Alquran Cetak Pertama di Indonesia dan Asia Tenggara Dicetak di Kampung 3 Ulu
Selain sebagai konsekuensi dari perjalanan ibadah haji, kemunculan percetakan Muhammad Azhari juga merupakan implikasi dari fenomena penyebaran budaya cetak lintas benua oleh agen-agen misionaris yang memiliki jaringan internasional. India dan Singapura yang Azhari singgahi merupakan koloni-koloni Inggris yang dinamis dalam peta perkembangan percetakan muslim dengan litografi sebagai sarana utamanya.
Pertumbuhan percetakan di dua kawasan itu tak lepas dari peran para misionaris yang melakukan dakwah dengan memanfaatkan teknologi cetak untuk memroduksi Alkitab dan teks-teks ajaran Kristen. Percetakan Muhammad Azhari merupakan resultan dari perjalanan misi keagamaan Islam dan Kristen yang melintasi Selat Malaka sebagai jalur pelayaran di mana Singapura menjadi titik persilangan budaya cetak.

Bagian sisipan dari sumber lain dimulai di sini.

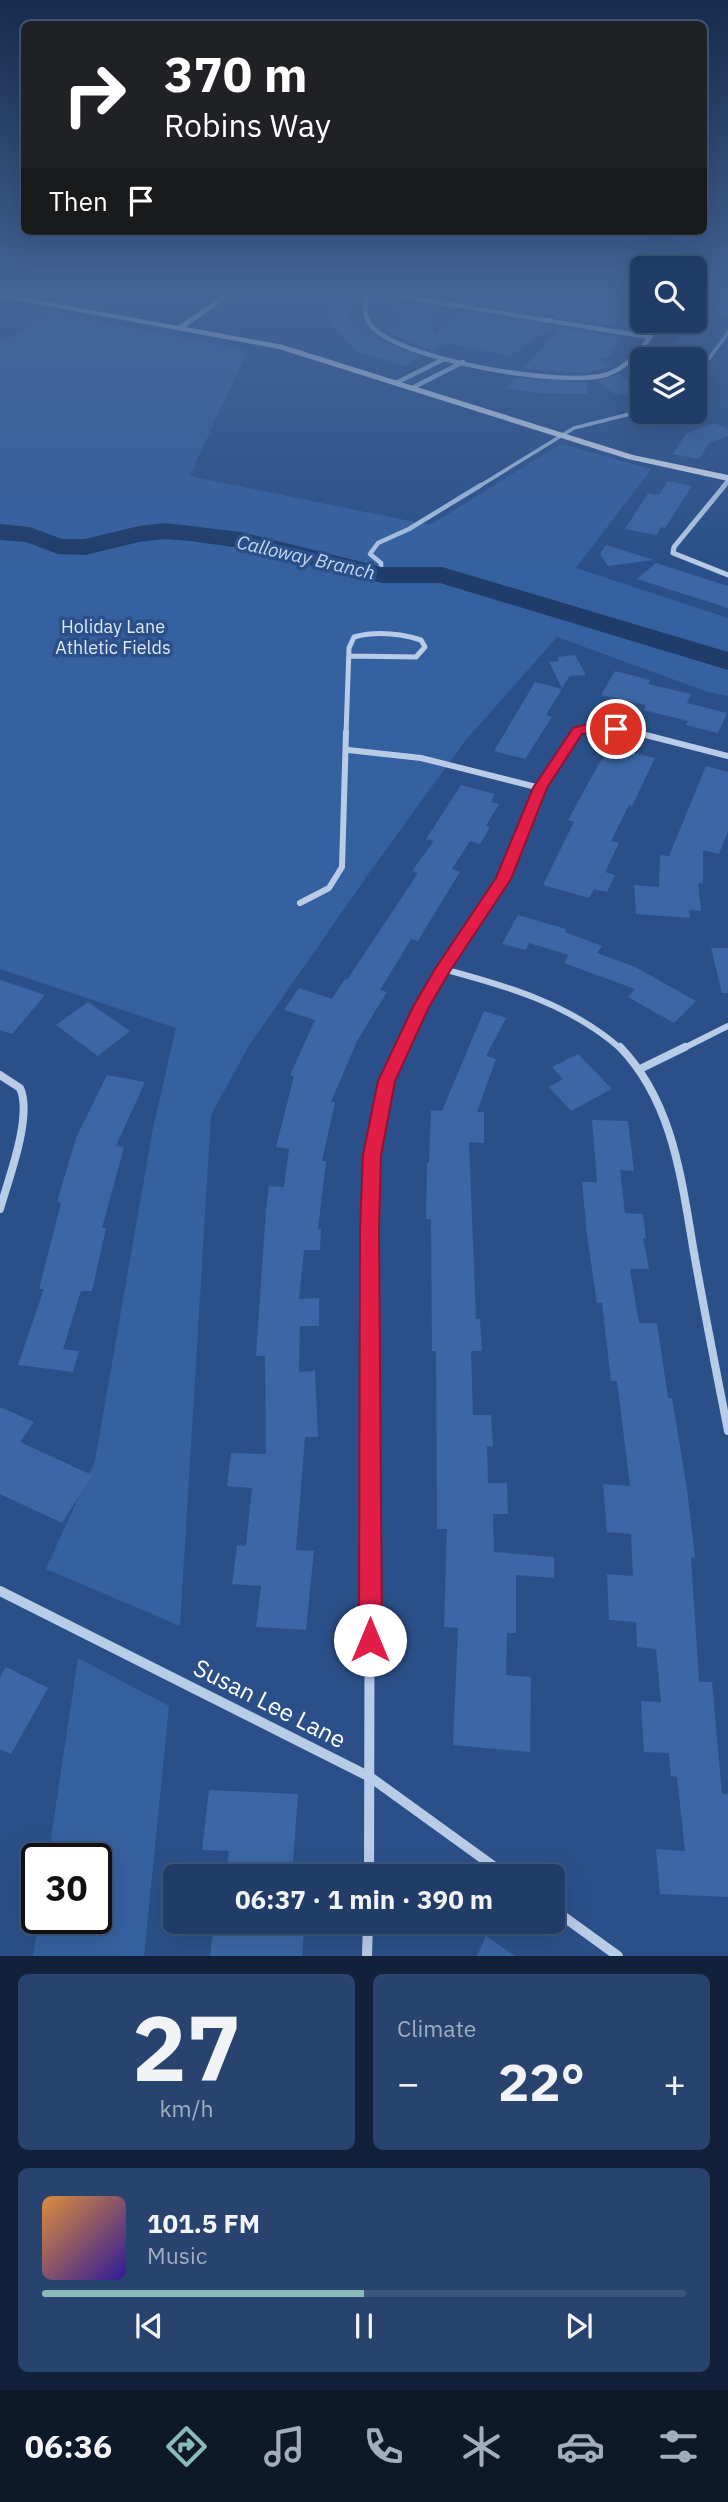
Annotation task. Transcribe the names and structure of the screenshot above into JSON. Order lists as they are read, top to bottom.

“Litografi menjadi teknologi cetak yang dipilih oleh Muhammad Azhari untuk mencetak Alquran”, kata Subhan, “Karena dapat mengakomodasi nilai-nilai penting dalam kalangan muslim. Alquran merupakan kitab suci yang harus ditulis oleh muslim yang senantiasa mensucikan diri”.
Menurut Subhan, dengan litografi, umat muslim dapat menggandakan mushaf yang disalin secara tulis tangan sehingga dapat memenuhi aspek estetis-kaligrafis aksara non-Latin yang sulit diakomodasi oleh tipografi pada abad ke-19.
Dalam buku yang terbagi menjadi empat bab ini, juga menjelaskan tentang percetakan Muhammad Azhari yang hanya bertahan selama enam tahun (1848-1854). Usia usaha percetakan yang tak panjang ini sepadan dengan karakter tipografi sebagai teknologi cetak transisional antara tradisi khirografi dengan tipografi.
Litografi yang merupakan perpanjangan tradisi manuskrip segera digantikan oleh tipografi yang semakin baik kualitas cetaknya menjelang akhir abad ke-19, sehingga pada dekade-dekade awal abad ke-20 penggunaan tipogafi dan produk-produk cetaknya mendominasi lanskap budaya cetak di Hindia Belanda dan Asia Tenggara.
Meski demikian, tradisi manuskrip belum hilang sama sekali, mengingat masih ditemukannya naskah-naskah baru yang diproduksi dan beredar di Palembang melalui praktik persewaan naskah secara komersial sejak dekade 1880-an hingga 1920-an.